_TASK INSTRUCTIONS_
Print word for word whatever lies between the first line of the material and the line holding "position:relative; width:1031px; height:2132px;", both included, and omit all pictures.

+ + + +

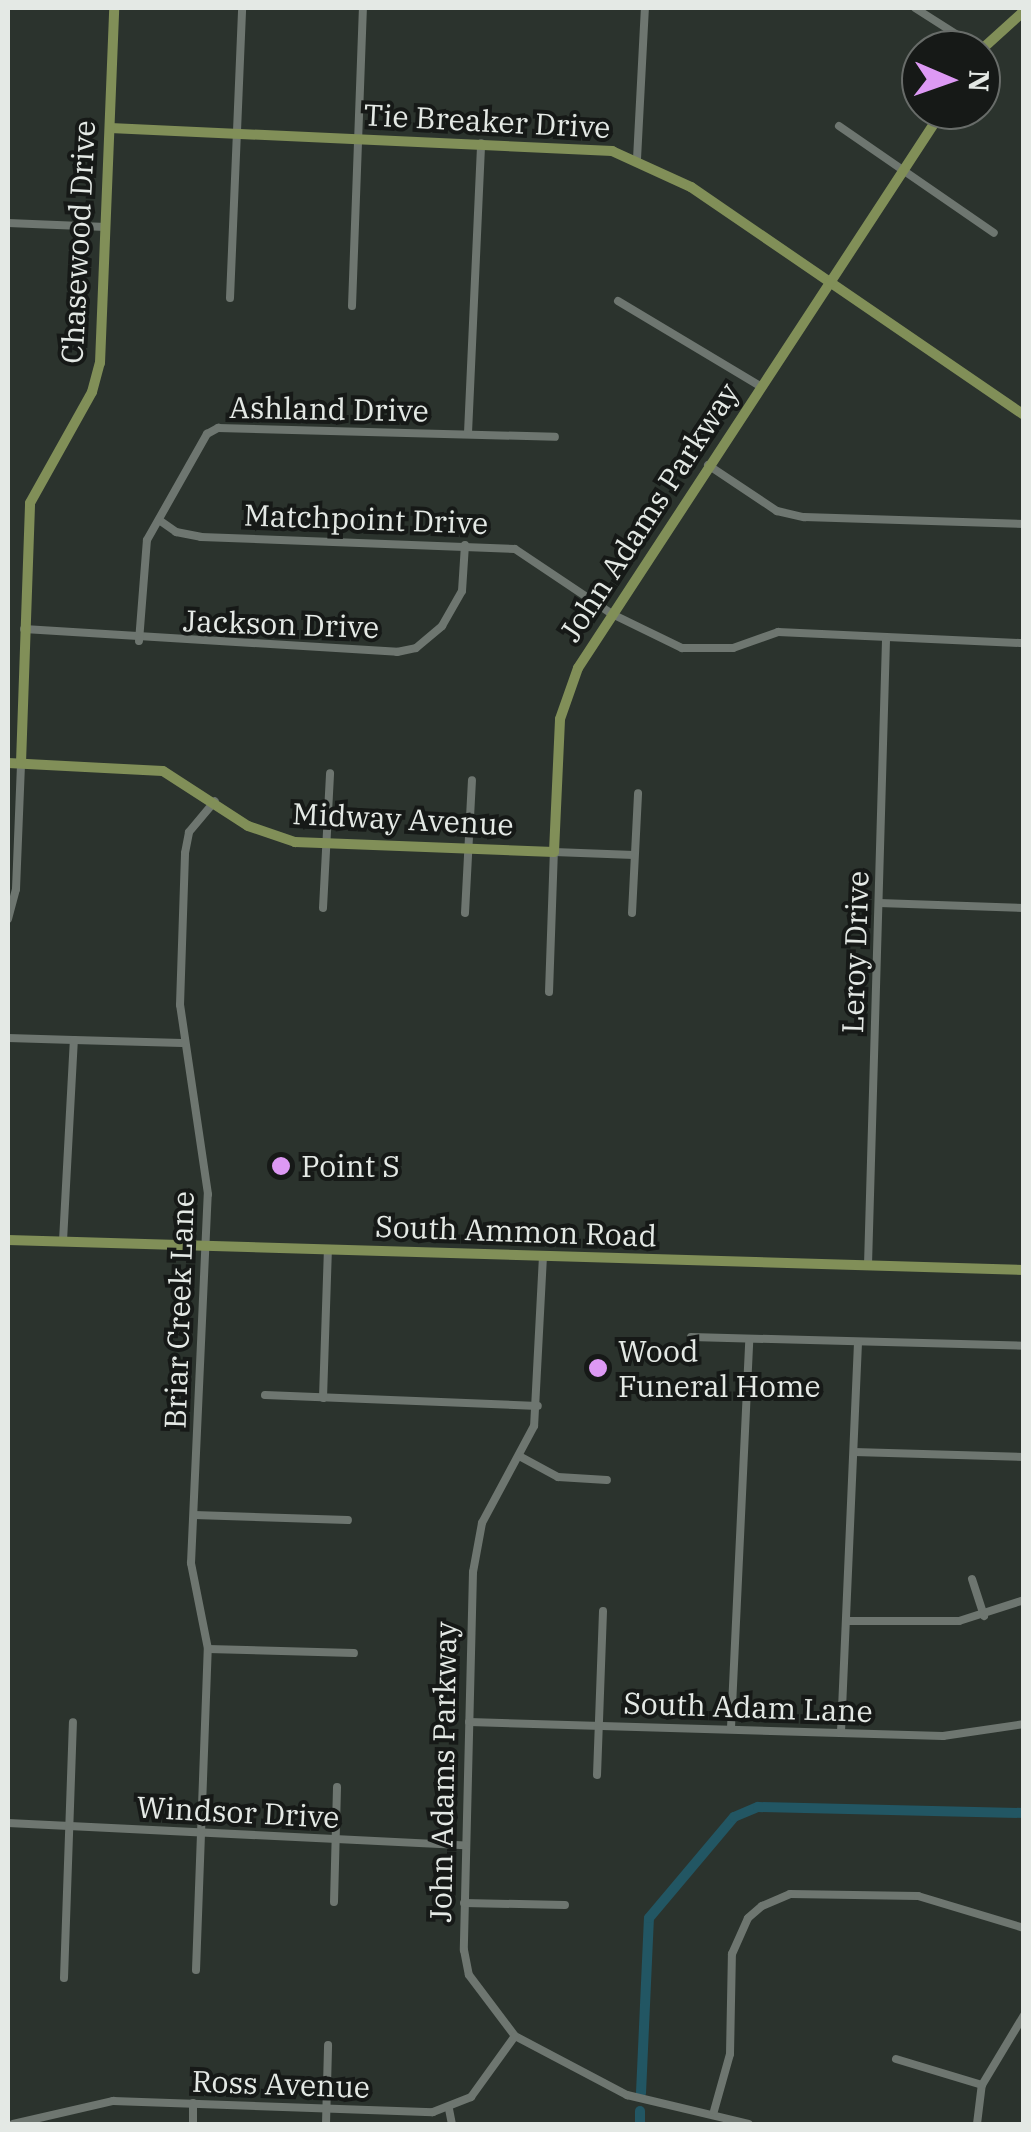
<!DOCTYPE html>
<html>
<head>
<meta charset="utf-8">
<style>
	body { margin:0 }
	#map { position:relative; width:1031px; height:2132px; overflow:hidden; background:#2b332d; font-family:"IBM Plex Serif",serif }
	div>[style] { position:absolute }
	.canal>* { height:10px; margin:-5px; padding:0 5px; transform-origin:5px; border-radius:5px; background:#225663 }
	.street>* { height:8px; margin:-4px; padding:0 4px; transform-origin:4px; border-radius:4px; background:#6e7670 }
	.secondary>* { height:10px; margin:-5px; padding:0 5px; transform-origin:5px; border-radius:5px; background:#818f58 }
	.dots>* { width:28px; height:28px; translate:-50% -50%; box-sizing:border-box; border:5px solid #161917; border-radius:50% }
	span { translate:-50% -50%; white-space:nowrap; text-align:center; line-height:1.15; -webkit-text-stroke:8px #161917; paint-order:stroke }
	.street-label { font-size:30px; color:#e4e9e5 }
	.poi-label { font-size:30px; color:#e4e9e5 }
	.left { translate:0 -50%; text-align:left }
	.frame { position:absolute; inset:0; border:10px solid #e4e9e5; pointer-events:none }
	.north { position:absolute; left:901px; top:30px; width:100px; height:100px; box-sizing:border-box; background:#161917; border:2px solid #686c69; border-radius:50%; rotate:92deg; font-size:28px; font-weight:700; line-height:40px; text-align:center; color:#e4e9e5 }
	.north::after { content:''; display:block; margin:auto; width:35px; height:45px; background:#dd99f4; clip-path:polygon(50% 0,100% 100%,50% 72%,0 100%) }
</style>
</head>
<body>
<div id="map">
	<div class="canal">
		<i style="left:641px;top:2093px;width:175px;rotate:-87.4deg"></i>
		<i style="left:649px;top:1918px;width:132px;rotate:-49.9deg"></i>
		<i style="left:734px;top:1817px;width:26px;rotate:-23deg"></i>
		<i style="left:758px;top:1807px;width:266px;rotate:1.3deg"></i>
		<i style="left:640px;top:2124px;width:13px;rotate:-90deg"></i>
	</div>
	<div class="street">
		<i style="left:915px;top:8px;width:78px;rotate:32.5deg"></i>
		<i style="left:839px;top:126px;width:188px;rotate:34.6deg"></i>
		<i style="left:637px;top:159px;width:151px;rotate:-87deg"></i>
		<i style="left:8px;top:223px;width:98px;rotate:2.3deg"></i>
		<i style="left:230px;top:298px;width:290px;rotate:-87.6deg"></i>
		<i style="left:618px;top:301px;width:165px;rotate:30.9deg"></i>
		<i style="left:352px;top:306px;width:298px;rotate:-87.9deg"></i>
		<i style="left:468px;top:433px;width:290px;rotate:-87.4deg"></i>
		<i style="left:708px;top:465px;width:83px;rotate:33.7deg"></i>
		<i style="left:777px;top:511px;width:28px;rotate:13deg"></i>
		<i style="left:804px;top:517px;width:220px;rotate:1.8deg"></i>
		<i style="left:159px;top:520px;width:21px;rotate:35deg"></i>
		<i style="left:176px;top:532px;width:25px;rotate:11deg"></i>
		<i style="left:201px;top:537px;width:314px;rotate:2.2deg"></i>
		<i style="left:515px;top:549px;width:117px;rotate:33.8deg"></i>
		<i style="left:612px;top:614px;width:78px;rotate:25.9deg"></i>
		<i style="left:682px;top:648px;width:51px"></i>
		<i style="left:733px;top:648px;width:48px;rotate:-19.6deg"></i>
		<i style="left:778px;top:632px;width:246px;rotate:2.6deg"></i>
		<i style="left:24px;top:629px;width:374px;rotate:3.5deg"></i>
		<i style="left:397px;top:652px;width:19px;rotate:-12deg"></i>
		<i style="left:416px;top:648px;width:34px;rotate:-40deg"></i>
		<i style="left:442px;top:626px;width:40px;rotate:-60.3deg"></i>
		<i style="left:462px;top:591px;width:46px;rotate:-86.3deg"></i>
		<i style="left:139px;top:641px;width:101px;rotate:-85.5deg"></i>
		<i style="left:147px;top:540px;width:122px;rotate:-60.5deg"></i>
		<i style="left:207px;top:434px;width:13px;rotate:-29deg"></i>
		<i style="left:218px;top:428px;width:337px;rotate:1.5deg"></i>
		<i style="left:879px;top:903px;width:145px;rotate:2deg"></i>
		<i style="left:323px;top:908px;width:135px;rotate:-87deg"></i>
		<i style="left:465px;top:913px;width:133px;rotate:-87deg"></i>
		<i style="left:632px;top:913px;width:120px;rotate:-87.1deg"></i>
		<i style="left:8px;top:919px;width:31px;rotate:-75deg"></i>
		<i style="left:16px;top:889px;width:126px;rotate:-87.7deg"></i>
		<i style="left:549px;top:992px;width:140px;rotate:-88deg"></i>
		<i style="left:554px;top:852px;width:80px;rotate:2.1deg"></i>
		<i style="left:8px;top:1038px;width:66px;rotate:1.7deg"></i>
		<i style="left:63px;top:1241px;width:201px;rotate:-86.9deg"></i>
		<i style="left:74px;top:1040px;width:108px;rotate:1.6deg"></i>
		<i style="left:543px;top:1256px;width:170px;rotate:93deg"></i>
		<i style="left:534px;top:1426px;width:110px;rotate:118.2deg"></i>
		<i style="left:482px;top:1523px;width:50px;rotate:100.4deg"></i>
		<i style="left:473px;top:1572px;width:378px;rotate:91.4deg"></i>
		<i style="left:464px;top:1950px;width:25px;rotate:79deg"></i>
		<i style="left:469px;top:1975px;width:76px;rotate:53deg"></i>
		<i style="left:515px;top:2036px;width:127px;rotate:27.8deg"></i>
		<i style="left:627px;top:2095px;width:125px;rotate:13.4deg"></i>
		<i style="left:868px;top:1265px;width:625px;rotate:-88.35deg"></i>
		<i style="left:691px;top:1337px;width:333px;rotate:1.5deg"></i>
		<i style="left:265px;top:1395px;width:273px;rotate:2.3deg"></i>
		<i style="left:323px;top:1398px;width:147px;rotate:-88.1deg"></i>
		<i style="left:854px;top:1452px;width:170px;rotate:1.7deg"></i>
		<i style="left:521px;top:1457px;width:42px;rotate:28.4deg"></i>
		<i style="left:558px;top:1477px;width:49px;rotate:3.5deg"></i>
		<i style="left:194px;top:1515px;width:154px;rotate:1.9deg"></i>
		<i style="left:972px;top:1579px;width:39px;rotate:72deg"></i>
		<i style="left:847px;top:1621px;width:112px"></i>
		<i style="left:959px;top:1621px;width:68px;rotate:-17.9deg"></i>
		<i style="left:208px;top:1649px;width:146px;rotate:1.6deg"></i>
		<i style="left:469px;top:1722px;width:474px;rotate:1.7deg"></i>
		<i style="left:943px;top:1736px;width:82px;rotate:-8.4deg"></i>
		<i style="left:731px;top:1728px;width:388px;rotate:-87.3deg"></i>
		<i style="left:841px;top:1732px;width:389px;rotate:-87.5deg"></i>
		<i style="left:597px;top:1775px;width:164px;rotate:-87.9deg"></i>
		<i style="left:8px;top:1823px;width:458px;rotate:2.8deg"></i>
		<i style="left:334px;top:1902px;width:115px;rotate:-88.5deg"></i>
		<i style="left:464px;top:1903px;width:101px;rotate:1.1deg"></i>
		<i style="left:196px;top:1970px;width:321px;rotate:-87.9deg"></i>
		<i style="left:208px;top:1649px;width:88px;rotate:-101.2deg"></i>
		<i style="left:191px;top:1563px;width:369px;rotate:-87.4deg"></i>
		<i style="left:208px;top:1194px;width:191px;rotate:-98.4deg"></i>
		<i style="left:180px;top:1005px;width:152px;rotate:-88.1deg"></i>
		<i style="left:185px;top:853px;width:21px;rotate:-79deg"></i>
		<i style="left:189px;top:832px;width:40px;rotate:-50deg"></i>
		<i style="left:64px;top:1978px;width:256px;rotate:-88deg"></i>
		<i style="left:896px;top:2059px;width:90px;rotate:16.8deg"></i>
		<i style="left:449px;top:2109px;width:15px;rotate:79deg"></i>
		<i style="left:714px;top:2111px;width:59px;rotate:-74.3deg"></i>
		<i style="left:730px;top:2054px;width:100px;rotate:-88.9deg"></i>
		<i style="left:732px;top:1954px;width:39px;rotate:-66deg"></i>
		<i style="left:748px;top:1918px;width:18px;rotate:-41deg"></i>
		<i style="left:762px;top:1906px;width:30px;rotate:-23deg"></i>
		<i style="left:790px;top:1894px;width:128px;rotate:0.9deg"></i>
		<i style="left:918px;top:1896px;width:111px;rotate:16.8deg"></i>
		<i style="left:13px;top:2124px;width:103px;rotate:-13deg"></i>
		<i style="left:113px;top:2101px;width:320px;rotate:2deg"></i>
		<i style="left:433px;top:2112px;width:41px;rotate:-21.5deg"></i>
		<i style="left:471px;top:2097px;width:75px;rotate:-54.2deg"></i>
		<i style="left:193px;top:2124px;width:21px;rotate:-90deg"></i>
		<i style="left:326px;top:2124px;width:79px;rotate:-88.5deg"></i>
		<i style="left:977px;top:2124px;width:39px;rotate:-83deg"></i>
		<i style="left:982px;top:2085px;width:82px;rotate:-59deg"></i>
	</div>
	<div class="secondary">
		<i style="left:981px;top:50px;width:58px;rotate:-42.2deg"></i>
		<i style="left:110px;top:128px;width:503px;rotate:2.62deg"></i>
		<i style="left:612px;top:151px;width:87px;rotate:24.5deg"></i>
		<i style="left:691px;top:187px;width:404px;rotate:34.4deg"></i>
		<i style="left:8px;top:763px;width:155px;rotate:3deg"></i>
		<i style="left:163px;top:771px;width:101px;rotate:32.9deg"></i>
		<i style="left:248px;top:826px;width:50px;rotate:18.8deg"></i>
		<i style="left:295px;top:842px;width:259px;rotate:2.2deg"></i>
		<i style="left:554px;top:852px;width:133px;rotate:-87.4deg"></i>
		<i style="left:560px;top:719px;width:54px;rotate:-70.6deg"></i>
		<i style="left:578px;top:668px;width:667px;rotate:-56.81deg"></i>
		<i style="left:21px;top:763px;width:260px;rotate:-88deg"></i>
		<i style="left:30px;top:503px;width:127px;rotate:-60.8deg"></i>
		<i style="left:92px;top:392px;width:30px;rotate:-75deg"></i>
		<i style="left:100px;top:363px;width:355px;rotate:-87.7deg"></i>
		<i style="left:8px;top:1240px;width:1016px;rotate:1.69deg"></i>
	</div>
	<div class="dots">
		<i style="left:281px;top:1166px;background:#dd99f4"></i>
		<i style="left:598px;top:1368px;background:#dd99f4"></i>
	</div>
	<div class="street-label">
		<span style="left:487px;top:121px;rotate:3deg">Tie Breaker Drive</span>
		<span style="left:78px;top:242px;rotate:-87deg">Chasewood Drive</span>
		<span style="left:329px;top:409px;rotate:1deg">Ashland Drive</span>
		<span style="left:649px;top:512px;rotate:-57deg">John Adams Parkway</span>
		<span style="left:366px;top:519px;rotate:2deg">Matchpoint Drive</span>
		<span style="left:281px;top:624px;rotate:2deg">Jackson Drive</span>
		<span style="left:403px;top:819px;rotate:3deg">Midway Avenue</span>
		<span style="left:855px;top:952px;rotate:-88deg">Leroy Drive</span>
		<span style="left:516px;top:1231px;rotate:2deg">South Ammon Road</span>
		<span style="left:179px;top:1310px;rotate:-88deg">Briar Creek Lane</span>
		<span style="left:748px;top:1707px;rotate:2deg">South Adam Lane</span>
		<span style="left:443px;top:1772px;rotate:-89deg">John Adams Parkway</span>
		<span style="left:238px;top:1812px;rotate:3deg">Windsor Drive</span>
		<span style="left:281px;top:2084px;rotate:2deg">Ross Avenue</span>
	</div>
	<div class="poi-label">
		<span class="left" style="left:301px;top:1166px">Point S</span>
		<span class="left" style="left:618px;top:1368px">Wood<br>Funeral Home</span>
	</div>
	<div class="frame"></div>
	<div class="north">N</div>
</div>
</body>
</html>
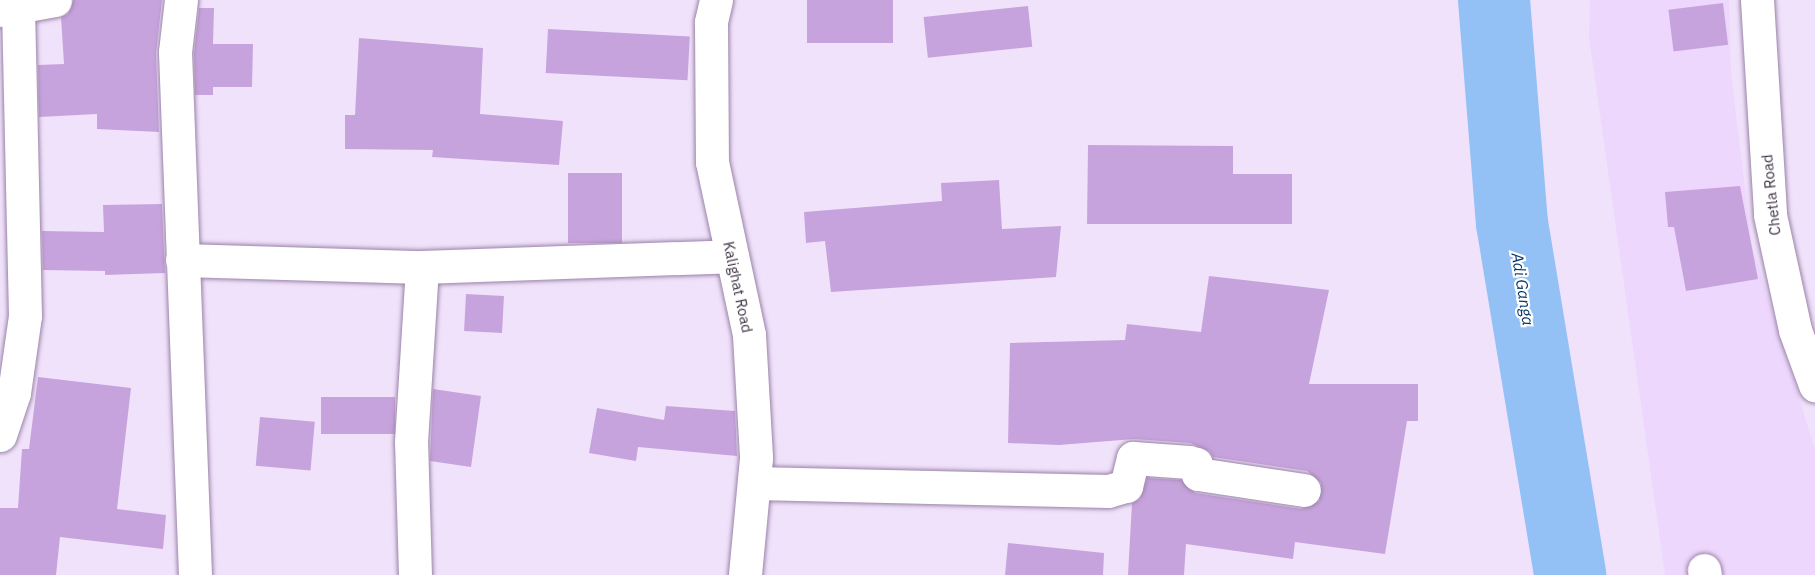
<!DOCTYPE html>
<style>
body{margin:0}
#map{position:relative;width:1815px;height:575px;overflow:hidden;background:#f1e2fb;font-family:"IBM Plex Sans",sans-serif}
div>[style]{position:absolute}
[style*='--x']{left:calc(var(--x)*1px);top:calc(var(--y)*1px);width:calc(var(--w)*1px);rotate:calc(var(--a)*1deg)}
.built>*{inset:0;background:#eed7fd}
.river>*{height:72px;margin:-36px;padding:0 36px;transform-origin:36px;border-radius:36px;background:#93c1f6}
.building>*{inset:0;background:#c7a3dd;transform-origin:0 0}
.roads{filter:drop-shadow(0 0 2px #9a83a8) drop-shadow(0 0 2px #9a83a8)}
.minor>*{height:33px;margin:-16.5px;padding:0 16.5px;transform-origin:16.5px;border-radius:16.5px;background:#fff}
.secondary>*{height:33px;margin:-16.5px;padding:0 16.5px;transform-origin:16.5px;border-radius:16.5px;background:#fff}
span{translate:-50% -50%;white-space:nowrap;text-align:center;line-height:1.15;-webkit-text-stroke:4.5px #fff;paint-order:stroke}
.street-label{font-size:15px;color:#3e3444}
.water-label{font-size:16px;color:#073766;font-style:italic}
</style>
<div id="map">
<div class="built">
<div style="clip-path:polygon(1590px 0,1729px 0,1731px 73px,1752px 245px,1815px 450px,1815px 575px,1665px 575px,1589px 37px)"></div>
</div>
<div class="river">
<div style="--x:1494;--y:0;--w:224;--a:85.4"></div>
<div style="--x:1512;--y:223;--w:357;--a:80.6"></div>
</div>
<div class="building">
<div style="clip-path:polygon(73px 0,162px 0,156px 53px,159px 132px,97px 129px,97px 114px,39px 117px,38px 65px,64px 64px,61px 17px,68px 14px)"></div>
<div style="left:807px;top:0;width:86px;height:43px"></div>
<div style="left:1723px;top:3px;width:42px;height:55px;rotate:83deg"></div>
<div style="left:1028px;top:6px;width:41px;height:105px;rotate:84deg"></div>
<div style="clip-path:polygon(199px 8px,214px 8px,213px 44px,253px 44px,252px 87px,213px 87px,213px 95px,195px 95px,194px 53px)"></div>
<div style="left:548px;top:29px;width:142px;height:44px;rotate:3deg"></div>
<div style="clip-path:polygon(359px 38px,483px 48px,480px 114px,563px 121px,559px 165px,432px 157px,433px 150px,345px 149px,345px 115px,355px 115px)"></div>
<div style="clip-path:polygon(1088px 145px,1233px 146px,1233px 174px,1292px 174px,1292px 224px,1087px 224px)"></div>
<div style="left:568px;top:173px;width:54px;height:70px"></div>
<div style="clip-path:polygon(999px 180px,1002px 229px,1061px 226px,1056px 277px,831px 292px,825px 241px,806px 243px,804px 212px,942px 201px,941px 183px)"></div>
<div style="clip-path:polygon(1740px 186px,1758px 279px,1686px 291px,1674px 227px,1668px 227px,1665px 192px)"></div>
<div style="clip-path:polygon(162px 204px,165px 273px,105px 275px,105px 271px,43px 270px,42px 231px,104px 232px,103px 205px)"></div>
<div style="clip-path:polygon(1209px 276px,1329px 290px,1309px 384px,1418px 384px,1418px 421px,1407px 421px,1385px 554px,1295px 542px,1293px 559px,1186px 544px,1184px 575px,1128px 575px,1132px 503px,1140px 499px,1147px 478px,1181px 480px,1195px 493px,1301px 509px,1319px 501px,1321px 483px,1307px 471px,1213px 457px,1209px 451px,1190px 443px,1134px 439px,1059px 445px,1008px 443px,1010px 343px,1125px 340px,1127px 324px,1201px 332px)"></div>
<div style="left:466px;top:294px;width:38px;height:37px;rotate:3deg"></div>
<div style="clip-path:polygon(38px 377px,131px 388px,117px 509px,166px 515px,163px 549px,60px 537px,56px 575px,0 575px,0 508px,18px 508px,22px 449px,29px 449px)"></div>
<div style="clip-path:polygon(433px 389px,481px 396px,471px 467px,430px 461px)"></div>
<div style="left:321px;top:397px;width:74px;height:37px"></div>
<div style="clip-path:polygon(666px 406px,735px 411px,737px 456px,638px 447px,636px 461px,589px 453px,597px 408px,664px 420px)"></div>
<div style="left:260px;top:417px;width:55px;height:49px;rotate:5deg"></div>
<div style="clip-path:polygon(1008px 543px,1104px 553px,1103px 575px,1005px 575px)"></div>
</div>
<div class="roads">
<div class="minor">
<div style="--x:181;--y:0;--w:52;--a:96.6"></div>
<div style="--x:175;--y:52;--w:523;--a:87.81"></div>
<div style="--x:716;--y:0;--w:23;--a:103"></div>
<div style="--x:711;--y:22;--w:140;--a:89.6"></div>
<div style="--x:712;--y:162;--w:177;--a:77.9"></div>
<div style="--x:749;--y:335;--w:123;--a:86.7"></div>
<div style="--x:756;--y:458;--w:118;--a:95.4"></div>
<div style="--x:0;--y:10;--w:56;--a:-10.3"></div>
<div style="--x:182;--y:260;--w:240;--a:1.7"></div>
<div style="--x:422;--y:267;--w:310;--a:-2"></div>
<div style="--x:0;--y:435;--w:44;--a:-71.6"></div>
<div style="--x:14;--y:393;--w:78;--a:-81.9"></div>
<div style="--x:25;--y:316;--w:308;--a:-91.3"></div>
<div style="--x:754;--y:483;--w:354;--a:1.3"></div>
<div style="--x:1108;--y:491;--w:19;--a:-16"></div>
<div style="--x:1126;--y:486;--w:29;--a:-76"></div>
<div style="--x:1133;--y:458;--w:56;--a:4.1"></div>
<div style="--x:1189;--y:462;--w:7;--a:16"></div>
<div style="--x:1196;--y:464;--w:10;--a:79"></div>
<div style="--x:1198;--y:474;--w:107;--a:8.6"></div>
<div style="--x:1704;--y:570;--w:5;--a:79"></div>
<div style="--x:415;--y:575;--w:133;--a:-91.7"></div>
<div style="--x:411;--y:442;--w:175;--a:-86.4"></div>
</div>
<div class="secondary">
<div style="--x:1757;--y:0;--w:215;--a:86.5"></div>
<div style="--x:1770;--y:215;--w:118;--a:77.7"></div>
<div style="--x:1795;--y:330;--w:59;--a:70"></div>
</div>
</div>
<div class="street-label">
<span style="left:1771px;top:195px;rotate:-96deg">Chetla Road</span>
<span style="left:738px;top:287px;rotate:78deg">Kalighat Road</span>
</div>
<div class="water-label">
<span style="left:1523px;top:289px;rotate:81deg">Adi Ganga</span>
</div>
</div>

+ + + +

_SOLUTION TO THE PROBLEM_
<!DOCTYPE html>
<html>
<head>
<meta charset="utf-8">
<style>
	body { margin:0 }
	#map { position:relative; width:1031px; height:2132px; overflow:hidden; background:#2b332d; font-family:"IBM Plex Serif",serif }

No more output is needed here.